(Supplied records)
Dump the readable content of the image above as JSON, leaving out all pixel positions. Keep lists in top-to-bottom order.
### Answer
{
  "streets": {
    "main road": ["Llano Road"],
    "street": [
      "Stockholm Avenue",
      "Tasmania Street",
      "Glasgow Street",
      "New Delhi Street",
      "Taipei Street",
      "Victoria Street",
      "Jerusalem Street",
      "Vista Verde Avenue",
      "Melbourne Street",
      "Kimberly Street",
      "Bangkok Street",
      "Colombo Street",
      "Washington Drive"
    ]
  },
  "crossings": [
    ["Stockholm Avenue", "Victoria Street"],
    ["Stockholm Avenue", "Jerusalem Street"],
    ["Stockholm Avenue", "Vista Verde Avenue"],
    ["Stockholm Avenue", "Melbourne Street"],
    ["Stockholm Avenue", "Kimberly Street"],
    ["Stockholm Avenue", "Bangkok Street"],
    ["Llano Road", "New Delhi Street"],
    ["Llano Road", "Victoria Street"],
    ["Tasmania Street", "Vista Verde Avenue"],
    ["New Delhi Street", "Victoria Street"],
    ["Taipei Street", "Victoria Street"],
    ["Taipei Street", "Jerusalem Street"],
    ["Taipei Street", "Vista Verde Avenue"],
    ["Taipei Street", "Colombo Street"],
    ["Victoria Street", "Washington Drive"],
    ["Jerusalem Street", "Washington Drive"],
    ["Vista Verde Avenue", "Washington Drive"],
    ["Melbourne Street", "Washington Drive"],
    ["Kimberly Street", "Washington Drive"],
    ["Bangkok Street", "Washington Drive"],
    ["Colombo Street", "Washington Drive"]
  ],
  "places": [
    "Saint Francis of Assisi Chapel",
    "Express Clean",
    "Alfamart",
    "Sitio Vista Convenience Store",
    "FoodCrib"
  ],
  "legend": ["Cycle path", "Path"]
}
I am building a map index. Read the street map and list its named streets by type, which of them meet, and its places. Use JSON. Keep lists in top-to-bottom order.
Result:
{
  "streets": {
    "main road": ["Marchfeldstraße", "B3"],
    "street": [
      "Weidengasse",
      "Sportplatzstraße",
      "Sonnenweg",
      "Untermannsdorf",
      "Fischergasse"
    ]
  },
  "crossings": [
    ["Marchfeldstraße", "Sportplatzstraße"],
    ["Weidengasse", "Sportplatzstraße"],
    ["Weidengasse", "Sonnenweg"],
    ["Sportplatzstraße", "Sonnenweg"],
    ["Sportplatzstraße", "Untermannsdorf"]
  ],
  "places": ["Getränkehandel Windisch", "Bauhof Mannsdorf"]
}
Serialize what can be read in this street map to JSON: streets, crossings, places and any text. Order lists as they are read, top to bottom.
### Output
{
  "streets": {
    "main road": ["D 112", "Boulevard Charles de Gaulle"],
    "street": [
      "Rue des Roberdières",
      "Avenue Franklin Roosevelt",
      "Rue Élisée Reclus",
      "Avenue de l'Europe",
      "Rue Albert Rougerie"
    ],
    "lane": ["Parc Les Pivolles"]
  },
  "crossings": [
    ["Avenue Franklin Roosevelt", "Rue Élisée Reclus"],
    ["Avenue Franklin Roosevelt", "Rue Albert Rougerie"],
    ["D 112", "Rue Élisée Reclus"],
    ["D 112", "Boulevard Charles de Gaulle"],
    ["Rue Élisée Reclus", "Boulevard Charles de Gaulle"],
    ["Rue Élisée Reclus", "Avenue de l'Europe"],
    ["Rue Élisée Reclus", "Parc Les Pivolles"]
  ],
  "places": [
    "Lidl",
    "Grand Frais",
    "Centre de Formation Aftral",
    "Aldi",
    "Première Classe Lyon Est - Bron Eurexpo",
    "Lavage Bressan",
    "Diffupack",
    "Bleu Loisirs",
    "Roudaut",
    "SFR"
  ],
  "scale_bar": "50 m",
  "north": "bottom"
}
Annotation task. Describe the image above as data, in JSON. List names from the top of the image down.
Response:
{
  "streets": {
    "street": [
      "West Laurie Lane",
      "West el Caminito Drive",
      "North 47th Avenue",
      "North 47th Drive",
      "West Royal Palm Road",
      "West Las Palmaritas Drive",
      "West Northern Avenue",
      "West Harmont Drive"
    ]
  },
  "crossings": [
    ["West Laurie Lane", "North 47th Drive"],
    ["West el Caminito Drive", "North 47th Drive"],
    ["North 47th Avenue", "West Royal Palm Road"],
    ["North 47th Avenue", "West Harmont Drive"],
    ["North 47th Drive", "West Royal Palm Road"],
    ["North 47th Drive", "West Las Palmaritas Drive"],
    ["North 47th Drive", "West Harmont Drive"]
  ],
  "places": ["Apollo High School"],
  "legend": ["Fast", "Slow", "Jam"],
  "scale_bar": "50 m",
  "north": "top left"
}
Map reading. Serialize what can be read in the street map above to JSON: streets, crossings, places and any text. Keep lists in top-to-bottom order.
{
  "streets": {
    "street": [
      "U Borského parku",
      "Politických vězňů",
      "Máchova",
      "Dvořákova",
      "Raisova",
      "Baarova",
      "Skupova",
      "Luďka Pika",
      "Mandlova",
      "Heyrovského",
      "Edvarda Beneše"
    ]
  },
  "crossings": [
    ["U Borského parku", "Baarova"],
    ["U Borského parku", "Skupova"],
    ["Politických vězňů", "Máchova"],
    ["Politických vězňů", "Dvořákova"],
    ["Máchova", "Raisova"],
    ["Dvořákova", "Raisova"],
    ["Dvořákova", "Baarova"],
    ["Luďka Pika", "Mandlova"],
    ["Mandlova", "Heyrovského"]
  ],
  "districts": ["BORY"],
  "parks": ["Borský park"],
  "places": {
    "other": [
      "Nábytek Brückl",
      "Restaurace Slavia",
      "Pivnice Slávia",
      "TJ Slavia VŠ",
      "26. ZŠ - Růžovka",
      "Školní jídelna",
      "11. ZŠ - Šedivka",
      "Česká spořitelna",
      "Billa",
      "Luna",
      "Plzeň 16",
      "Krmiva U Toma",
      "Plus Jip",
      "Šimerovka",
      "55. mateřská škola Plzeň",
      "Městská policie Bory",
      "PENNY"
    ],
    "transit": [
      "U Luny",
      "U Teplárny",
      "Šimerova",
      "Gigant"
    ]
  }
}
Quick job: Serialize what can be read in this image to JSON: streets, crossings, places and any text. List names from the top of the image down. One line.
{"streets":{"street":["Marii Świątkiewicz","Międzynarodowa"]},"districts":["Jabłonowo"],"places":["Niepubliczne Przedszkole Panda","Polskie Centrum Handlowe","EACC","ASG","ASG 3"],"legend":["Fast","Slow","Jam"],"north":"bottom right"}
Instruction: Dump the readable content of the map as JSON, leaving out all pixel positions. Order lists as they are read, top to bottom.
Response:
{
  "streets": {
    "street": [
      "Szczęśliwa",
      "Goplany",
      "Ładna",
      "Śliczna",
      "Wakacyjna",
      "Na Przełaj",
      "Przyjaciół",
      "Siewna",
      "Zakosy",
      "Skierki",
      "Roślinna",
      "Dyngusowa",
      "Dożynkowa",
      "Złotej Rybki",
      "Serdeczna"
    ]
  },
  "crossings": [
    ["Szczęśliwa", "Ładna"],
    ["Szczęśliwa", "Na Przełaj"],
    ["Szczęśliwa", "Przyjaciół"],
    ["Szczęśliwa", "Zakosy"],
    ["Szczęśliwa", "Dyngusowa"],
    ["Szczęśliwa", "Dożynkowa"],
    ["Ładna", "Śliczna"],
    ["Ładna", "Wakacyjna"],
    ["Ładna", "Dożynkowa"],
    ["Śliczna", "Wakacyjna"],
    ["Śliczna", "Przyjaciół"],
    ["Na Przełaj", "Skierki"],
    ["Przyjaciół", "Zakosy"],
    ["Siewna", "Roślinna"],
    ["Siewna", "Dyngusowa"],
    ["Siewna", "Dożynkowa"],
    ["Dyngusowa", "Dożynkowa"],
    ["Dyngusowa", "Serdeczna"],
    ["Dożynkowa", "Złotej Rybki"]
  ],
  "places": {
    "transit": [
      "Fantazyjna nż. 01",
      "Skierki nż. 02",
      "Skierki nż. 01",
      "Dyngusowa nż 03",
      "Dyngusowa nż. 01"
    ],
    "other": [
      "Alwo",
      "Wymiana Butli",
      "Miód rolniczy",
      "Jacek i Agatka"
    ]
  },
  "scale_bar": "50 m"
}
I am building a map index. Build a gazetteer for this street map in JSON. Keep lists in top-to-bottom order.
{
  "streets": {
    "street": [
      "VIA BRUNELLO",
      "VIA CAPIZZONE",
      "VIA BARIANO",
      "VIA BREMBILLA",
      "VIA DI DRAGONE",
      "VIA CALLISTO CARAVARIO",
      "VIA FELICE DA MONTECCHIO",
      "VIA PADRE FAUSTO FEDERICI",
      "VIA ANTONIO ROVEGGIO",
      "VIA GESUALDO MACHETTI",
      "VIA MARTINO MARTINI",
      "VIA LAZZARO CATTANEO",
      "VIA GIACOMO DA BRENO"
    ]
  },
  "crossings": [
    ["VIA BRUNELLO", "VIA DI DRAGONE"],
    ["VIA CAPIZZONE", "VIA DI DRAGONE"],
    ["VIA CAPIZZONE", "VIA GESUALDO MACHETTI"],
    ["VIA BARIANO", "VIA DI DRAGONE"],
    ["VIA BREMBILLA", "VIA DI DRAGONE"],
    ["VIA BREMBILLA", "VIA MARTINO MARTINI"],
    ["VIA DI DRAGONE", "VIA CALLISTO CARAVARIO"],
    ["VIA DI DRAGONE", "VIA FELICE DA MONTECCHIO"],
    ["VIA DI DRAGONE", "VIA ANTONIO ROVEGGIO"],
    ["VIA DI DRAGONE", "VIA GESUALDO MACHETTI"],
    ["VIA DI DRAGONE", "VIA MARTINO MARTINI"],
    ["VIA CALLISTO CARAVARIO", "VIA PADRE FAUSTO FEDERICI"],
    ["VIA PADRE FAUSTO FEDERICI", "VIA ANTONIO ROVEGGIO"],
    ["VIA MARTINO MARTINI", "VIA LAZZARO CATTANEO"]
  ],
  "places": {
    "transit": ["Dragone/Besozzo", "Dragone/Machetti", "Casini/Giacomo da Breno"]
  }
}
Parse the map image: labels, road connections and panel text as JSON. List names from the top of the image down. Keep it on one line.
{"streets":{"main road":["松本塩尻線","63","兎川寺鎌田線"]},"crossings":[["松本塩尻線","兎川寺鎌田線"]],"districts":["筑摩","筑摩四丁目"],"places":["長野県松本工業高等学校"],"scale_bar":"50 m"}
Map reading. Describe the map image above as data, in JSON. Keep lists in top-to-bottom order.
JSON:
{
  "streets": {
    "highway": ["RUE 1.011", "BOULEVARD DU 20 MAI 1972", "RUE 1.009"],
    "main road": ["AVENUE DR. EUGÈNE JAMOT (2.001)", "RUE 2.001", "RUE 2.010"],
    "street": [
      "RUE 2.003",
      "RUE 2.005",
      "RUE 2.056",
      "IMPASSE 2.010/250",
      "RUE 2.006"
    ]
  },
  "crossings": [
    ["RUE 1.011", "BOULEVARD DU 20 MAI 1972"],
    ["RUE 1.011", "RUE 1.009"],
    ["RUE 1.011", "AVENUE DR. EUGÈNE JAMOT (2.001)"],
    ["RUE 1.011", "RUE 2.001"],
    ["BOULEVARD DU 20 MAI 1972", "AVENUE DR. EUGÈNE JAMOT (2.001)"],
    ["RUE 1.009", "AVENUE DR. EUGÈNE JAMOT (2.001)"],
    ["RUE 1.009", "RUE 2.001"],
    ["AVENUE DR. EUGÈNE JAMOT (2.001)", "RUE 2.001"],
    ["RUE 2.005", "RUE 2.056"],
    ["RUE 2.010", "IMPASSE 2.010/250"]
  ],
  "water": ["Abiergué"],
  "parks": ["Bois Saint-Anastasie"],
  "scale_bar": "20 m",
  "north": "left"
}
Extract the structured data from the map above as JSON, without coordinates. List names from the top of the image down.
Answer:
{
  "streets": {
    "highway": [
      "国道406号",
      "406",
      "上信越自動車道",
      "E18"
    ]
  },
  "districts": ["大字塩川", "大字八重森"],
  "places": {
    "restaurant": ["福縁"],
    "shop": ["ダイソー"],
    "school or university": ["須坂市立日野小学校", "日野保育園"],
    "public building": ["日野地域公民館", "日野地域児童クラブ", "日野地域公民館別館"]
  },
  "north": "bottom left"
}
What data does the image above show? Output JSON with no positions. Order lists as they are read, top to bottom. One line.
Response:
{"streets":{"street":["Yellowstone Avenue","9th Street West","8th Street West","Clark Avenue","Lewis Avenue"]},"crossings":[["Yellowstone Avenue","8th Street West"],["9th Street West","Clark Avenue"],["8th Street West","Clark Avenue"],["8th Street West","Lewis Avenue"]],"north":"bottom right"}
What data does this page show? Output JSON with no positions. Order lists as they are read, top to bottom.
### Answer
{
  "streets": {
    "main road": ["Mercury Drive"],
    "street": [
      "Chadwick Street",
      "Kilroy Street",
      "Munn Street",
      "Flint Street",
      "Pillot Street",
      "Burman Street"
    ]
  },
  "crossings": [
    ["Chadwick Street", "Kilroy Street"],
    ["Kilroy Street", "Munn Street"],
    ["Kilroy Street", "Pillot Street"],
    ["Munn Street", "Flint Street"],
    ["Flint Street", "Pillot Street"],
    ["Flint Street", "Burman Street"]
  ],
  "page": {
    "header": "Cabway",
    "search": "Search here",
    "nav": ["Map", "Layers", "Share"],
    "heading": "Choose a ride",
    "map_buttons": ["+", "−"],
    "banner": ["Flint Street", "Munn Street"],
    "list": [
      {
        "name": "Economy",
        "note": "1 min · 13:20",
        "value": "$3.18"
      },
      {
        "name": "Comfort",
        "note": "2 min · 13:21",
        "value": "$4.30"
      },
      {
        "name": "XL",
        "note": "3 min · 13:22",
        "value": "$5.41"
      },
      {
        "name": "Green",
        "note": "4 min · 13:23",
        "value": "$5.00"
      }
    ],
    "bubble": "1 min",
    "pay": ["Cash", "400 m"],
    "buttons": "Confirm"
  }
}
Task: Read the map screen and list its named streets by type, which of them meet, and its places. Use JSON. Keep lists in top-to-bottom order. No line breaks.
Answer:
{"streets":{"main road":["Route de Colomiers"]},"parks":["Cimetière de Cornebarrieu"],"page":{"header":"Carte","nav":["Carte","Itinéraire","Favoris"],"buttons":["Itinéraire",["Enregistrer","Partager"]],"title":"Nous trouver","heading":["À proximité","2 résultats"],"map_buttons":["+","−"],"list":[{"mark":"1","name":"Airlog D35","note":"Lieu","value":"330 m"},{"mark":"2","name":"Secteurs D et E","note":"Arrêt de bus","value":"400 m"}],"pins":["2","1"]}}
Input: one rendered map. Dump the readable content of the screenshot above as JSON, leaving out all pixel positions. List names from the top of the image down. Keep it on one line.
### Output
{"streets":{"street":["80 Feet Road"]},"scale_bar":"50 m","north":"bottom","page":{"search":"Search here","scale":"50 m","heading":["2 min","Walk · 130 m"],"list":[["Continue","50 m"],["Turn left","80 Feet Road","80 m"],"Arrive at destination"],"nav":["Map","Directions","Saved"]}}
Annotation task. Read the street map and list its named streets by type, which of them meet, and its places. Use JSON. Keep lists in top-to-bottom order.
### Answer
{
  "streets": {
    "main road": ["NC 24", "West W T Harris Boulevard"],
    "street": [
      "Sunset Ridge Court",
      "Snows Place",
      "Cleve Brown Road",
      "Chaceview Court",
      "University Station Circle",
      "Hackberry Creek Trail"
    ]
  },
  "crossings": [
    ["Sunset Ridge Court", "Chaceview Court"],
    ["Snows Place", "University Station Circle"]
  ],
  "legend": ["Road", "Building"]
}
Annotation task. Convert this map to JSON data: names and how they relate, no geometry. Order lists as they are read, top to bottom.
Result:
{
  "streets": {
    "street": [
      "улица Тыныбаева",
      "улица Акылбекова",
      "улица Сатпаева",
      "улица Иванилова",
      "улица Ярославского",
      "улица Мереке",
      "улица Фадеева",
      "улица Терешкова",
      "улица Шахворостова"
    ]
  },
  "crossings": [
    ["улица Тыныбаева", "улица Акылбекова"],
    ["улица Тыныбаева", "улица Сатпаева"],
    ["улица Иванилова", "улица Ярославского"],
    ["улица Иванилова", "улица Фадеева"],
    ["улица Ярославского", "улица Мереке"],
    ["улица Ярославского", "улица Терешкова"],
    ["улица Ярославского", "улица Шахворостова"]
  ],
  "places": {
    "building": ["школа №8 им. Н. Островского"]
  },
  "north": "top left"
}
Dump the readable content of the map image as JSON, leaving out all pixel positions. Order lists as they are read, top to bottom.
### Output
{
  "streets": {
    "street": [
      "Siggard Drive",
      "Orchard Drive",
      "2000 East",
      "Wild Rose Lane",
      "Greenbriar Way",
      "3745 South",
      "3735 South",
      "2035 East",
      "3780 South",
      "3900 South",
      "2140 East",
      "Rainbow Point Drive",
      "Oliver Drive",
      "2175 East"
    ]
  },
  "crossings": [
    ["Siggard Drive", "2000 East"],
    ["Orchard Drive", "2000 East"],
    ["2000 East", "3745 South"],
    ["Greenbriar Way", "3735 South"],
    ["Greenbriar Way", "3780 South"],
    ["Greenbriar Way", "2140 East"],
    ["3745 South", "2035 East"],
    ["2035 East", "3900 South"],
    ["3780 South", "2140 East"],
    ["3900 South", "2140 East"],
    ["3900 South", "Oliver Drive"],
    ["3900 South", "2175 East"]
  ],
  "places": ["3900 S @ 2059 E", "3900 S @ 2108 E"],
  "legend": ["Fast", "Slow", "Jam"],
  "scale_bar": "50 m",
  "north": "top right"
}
(End Supplied records)
Output the lines above exactly, but only those between the line holding "What data does this" and the line holding "Input: one rendered", inclusive.

**Exercise output**
What data does this page show? Output JSON with no positions. Order lists as they are read, top to bottom.
### Answer
{
  "streets": {
    "main road": ["Mercury Drive"],
    "street": [
      "Chadwick Street",
      "Kilroy Street",
      "Munn Street",
      "Flint Street",
      "Pillot Street",
      "Burman Street"
    ]
  },
  "crossings": [
    ["Chadwick Street", "Kilroy Street"],
    ["Kilroy Street", "Munn Street"],
    ["Kilroy Street", "Pillot Street"],
    ["Munn Street", "Flint Street"],
    ["Flint Street", "Pillot Street"],
    ["Flint Street", "Burman Street"]
  ],
  "page": {
    "header": "Cabway",
    "search": "Search here",
    "nav": ["Map", "Layers", "Share"],
    "heading": "Choose a ride",
    "map_buttons": ["+", "−"],
    "banner": ["Flint Street", "Munn Street"],
    "list": [
      {
        "name": "Economy",
        "note": "1 min · 13:20",
        "value": "$3.18"
      },
      {
        "name": "Comfort",
        "note": "2 min · 13:21",
        "value": "$4.30"
      },
      {
        "name": "XL",
        "note": "3 min · 13:22",
        "value": "$5.41"
      },
      {
        "name": "Green",
        "note": "4 min · 13:23",
        "value": "$5.00"
      }
    ],
    "bubble": "1 min",
    "pay": ["Cash", "400 m"],
    "buttons": "Confirm"
  }
}
Task: Read the map screen and list its named streets by type, which of them meet, and its places. Use JSON. Keep lists in top-to-bottom order. No line breaks.
Answer:
{"streets":{"main road":["Route de Colomiers"]},"parks":["Cimetière de Cornebarrieu"],"page":{"header":"Carte","nav":["Carte","Itinéraire","Favoris"],"buttons":["Itinéraire",["Enregistrer","Partager"]],"title":"Nous trouver","heading":["À proximité","2 résultats"],"map_buttons":["+","−"],"list":[{"mark":"1","name":"Airlog D35","note":"Lieu","value":"330 m"},{"mark":"2","name":"Secteurs D et E","note":"Arrêt de bus","value":"400 m"}],"pins":["2","1"]}}
Input: one rendered map. Dump the readable content of the screenshot above as JSON, leaving out all pixel positions. List names from the top of the image down. Keep it on one line.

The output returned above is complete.